A FATHER of three got cheap international calls by tapping into public telephone boxes, a court was told.
Burnley Magistrates heard how Mohammed Raoof, 46, who was talking to relations abroad, was rumbled after a British Telecom engineer saw him near a box where the phone was being bypassed.
Three days later the same engineer recognised him outside another phone booth and he was arrested. He had cheated BT out of almost £80 in the fraud, known as "teeing in," and which a prosecutor said he had never come across before.
Raoof, of Chapel Street, Colne, who is of previous good character, admitted two charges of obtaining telecommunications services with intent to avoid payment, in March.
He was fined £100 and was ordered to pay £79.50 compensation and £65 costs. The bench told him he may have gone to jail if he had had any previous convictions. The chairman said the defendant had deliberately defrauded a public service and they considered the offences very serious.
John Wood, prosecuting, said an engineer went to a call box on Albert Road, Colne, to check it.

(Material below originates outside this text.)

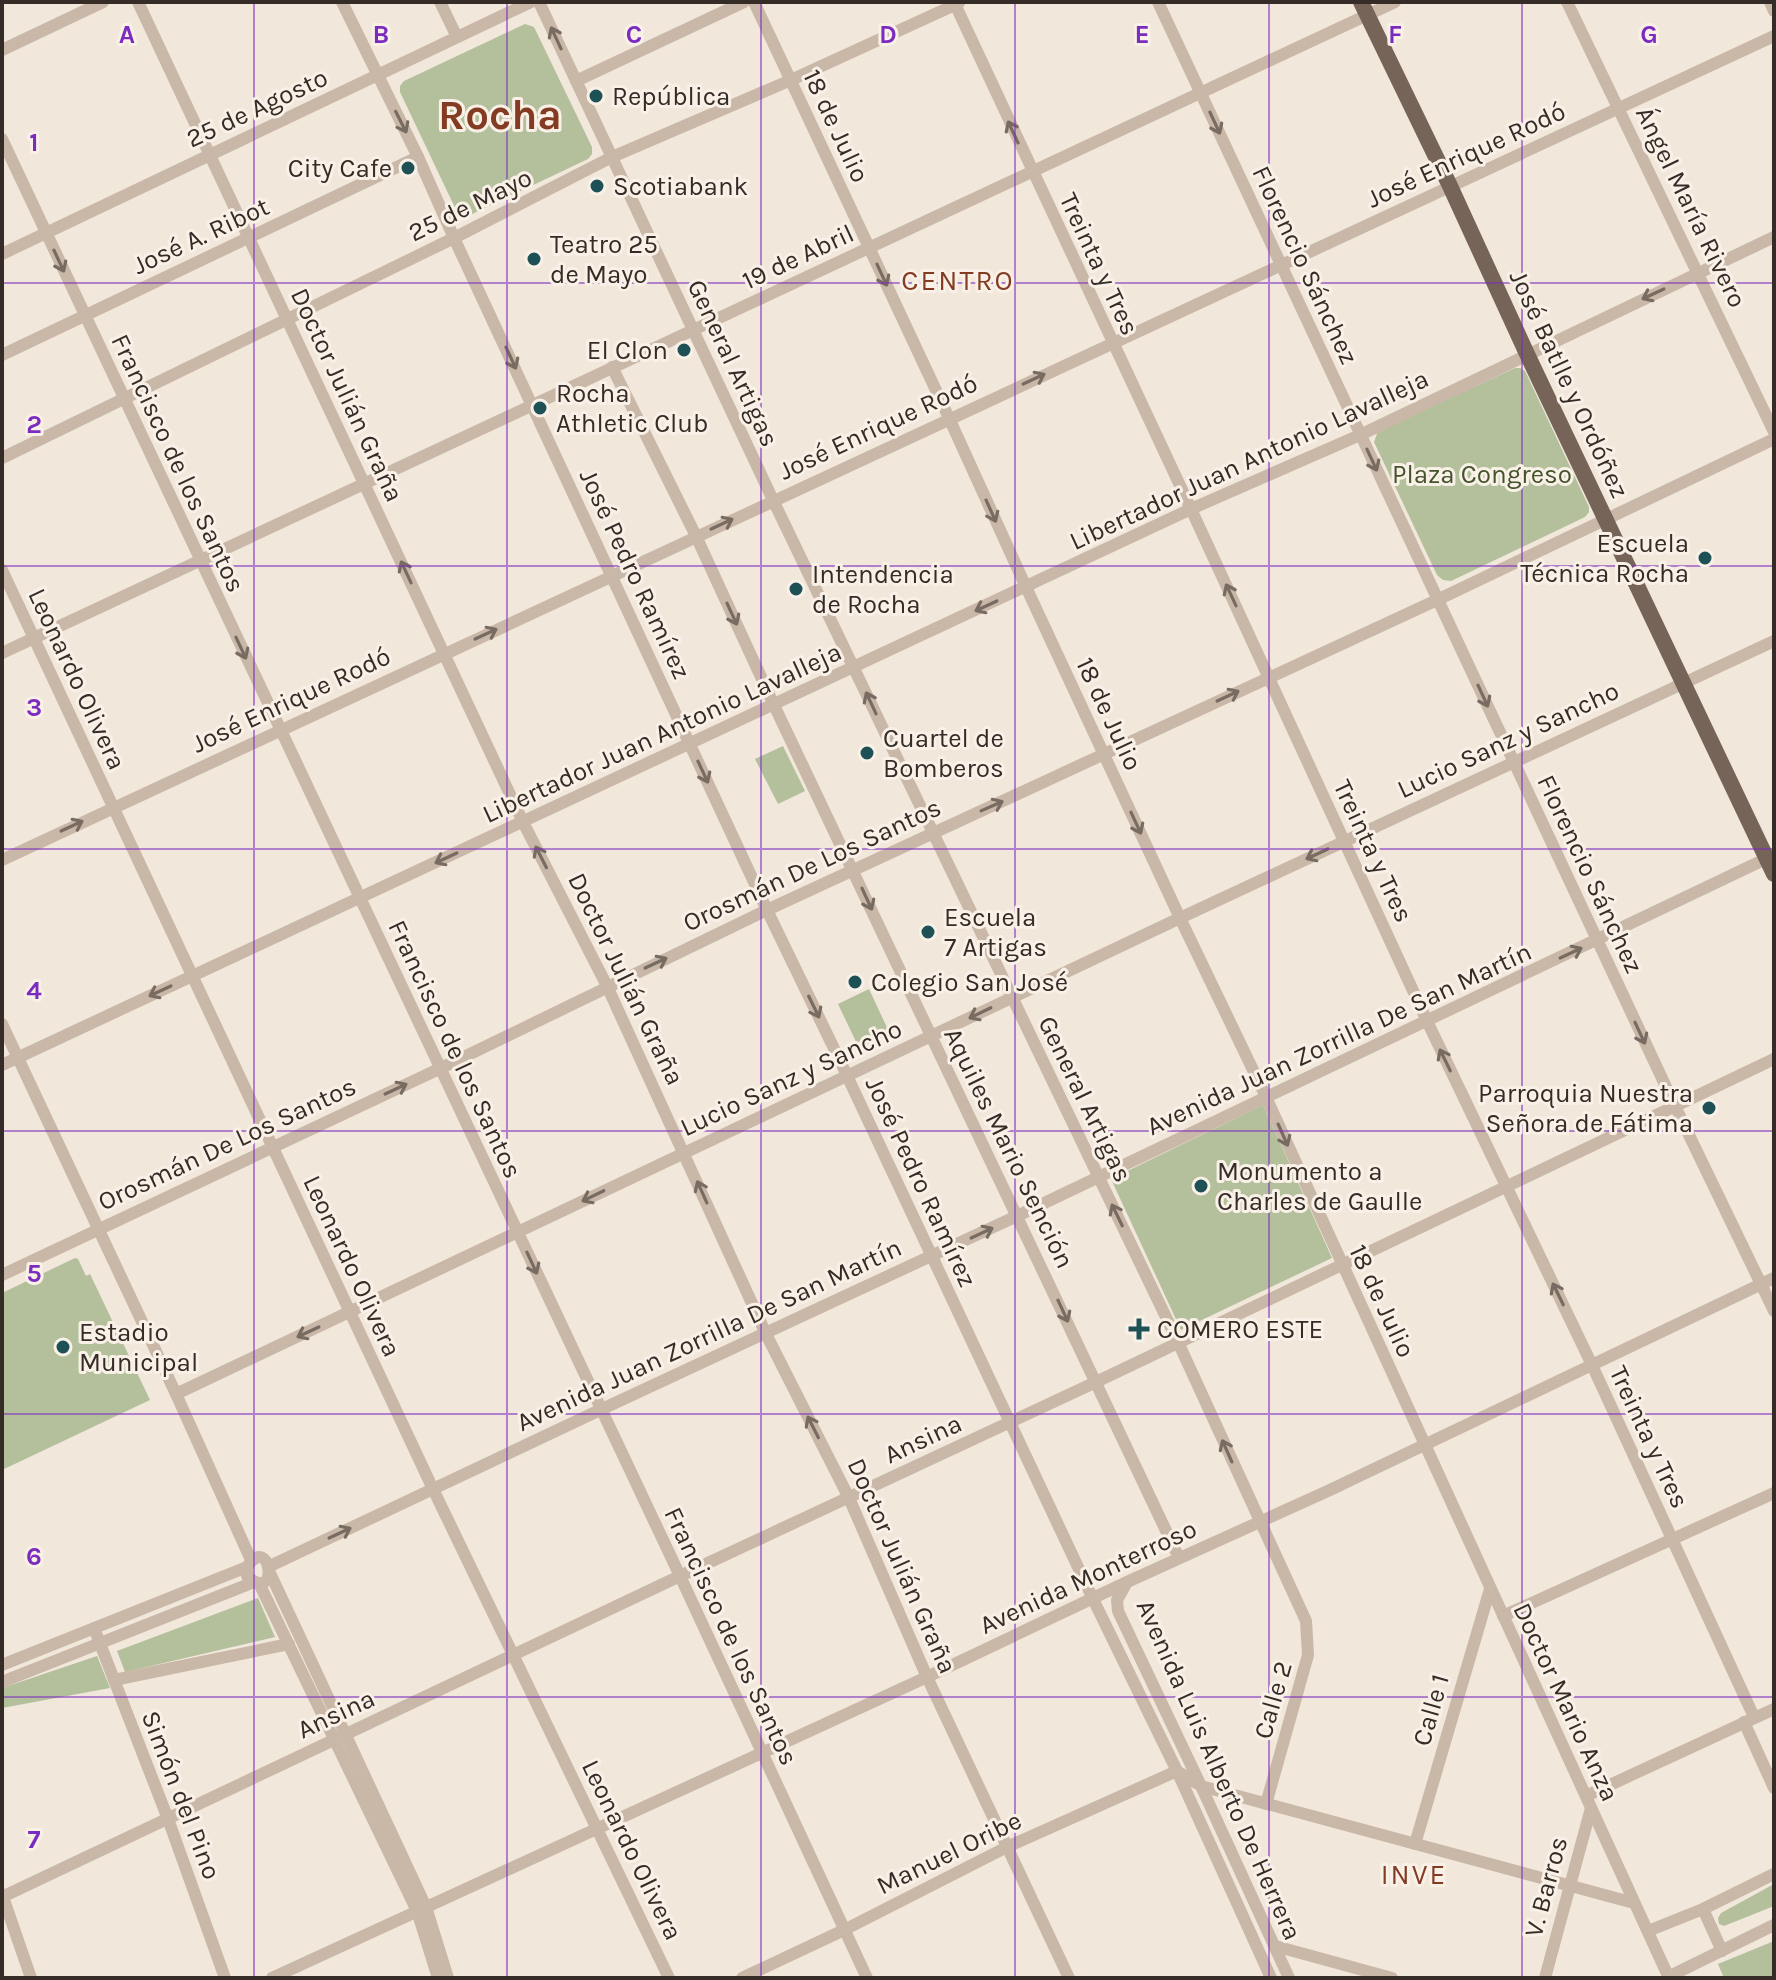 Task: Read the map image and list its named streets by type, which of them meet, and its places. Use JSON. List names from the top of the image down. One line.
{"streets":{"main road":["José Batlle y Ordóñez"],"street":["25 de Agosto","18 de Julio","José Enrique Rodó","25 de Mayo","Ángel María Rivero","José A. Ribot","19 de Abril","Treinta y Tres","Florencio Sánchez","General Artigas","Doctor Julián Graña","Libertador Juan Antonio Lavalleja","Francisco de los Santos","José Pedro Ramírez","Leonardo Olivera","Lucio Sanz y Sancho","Orosmán De Los Santos","Avenida Juan Zorrilla De San Martín","Aquiles Mario Sención","Ansina","Avenida Monterroso","Calle 2","Doctor Mario Anza","Calle 1","Avenida Luis Alberto De Herrera","Simón del Pino","Manuel Oribe","V. Barros"]},"crossings":[["25 de Agosto","Doctor Julián Graña"],["25 de Agosto","Francisco de los Santos"],["25 de Agosto","José Pedro Ramírez"],["18 de Julio","José Enrique Rodó"],["18 de Julio","25 de Mayo"],["18 de Julio","19 de Abril"],["18 de Julio","Libertador Juan Antonio Lavalleja"],["18 de Julio","Lucio Sanz y Sancho"],["18 de Julio","Orosmán De Los Santos"],["18 de Julio","Avenida Juan Zorrilla De San Martín"],["18 de Julio","Ansina"],["18 de Julio","Avenida Monterroso"],["18 de Julio","Doctor Mario Anza"],["José Enrique Rodó","Ángel María Rivero"],["José Enrique Rodó","Treinta y Tres"],["José Enrique Rodó","Florencio Sánchez"],["José Enrique Rodó","General Artigas"],["José Enrique Rodó","José Batlle y Ordóñez"],["José Enrique Rodó","Doctor Julián Graña"],["José Enrique Rodó","Francisco de los Santos"],["José Enrique Rodó","José Pedro Ramírez"],["José Enrique Rodó","Leonardo Olivera"],["José Enrique Rodó","Aquiles Mario Sención"],["25 de Mayo","Treinta y Tres"],["25 de Mayo","General Artigas"],["25 de Mayo","Doctor Julián Graña"],["25 de Mayo","Francisco de los Santos"],["25 de Mayo","José Pedro Ramírez"],["Ángel María Rivero","Libertador Juan Antonio Lavalleja"],["José A. Ribot","Doctor Julián Graña"],["José A. Ribot","Francisco de los Santos"],["José A. Ribot","José Pedro Ramírez"],["19 de Abril","Treinta y Tres"],["19 de Abril","Florencio Sánchez"],["19 de Abril","General Artigas"],["19 de Abril","José Batlle y Ordóñez"],["19 de Abril","Doctor Julián Graña"],["19 de Abril","Francisco de los Santos"],["19 de Abril","José Pedro Ramírez"],["19 de Abril","Leonardo Olivera"],["19 de Abril","Aquiles Mario Sención"],["Treinta y Tres","Libertador Juan Antonio Lavalleja"],["Treinta y Tres","Lucio Sanz y Sancho"],["Treinta y Tres","Orosmán De Los Santos"],["Treinta y Tres","Avenida Juan Zorrilla De San Martín"],["Treinta y Tres","Ansina"],["Treinta y Tres","Avenida Monterroso"],["Florencio Sánchez","Libertador Juan Antonio Lavalleja"],["Florencio Sánchez","Lucio Sanz y Sancho"],["Florencio Sánchez","Orosmán De Los Santos"],["Florencio Sánchez","Avenida Juan Zorrilla De San Martín"],["Florencio Sánchez","Ansina"],["Florencio Sánchez","Avenida Monterroso"],["General Artigas","Libertador Juan Antonio Lavalleja"],["General Artigas","Lucio Sanz y Sancho"],["General Artigas","Orosmán De Los Santos"],["General Artigas","Avenida Juan Zorrilla De San Martín"],["General Artigas","Ansina"],["General Artigas","Avenida Monterroso"],["General Artigas","Calle 2"],["José Batlle y Ordóñez","Libertador Juan Antonio Lavalleja"],["José Batlle y Ordóñez","Lucio Sanz y Sancho"],["José Batlle y Ordóñez","Orosmán De Los Santos"],["José Batlle y Ordóñez","Avenida Juan Zorrilla De San Martín"],["Doctor Julián Graña","Libertador Juan Antonio Lavalleja"],["Doctor Julián Graña","Lucio Sanz y Sancho"],["Doctor Julián Graña","Orosmán De Los Santos"],["Doctor Julián Graña","Avenida Juan Zorrilla De San Martín"],["Doctor Julián Graña","Ansina"],["Doctor Julián Graña","Avenida Monterroso"],["Doctor Julián Graña","Manuel Oribe"],["Libertador Juan Antonio Lavalleja","Francisco de los Santos"],["Libertador Juan Antonio Lavalleja","José Pedro Ramírez"],["Libertador Juan Antonio Lavalleja","Leonardo Olivera"],["Libertador Juan Antonio Lavalleja","Aquiles Mario Sención"],["Francisco de los Santos","Lucio Sanz y Sancho"],["Francisco de los Santos","Orosmán De Los Santos"],["Francisco de los Santos","Avenida Juan Zorrilla De San Martín"],["Francisco de los Santos","Ansina"],["Francisco de los Santos","Avenida Monterroso"],["Francisco de los Santos","Manuel Oribe"],["José Pedro Ramírez","Lucio Sanz y Sancho"],["José Pedro Ramírez","Orosmán De Los Santos"],["José Pedro Ramírez","Avenida Juan Zorrilla De San Martín"],["José Pedro Ramírez","Ansina"],["José Pedro Ramírez","Avenida Monterroso"],["José Pedro Ramírez","Avenida Luis Alberto De Herrera"],["Leonardo Olivera","Lucio Sanz y Sancho"],["Leonardo Olivera","Orosmán De Los Santos"],["Leonardo Olivera","Avenida Juan Zorrilla De San Martín"],["Leonardo Olivera","Ansina"],["Leonardo Olivera","Avenida Monterroso"],["Lucio Sanz y Sancho","Aquiles Mario Sención"],["Orosmán De Los Santos","Aquiles Mario Sención"],["Avenida Juan Zorrilla De San Martín","Aquiles Mario Sención"],["Aquiles Mario Sención","Ansina"],["Aquiles Mario Sención","Avenida Monterroso"],["Ansina","Simón del Pino"],["Avenida Monterroso","Calle 2"],["Avenida Monterroso","Doctor Mario Anza"],["Avenida Monterroso","Avenida Luis Alberto De Herrera"],["Doctor Mario Anza","Calle 1"],["Doctor Mario Anza","V. Barros"],["Avenida Luis Alberto De Herrera","Manuel Oribe"]],"one_way":["18 de Julio","Treinta y Tres","Florencio Sánchez","General Artigas","Libertador Juan Antonio Lavalleja","José Pedro Ramírez","Lucio Sanz y Sancho","Orosmán De Los Santos","Aquiles Mario Sención"],"districts":["Rocha","CENTRO","INVE"],"parks":["Plaza Congreso"],"places":{"other":["República","City Cafe","Scotiabank","Teatro 25 de Mayo","El Clon","Rocha Athletic Club","Escuela Técnica Rocha","Intendencia de Rocha","Cuartel de Bomberos","Escuela 7 Artigas","Colegio San José","Parroquia Nuestra Señora de Fátima","Monumento a Charles de Gaulle","Estadio Municipal"],"health":["COMERO ESTE"]},"grid":{"columns":["A","B","C","D","E","F","G"],"rows":["1","2","3","4","5","6","7"]}}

Nobody was in the booth but a call was being made. The engineer picked up the receiver and there was no dialling tone. The phone was being bypassed by a circuit board wired into the back of it with crocodile clips. The engineer saw an Asian male standing nearby and then saw that person go back to the call box. The call was reconnected.
Mr Wood said no action was taken but three days later the same engineer went to a phone box on Gisburn Road, Barrowford. He recognised the defendant and police were called. They seized a cordless handset and base unit connected to the phone.
The prosecutor said Raoof admitted he had connected the equipment to the phone boxes. He said he had bought the equipment off a man in Colne.
Sajjad Karim, defending, said Raoof was thoroughly ashamed and apologised to the court. The defendant did not have a lot of money but was keen to pay any financial penalties as soon as possible. Raoof, who was a full-time carer for his wife, felt it was his duty to put right the wrong he had done. The defendant would not be behaving in the same way again.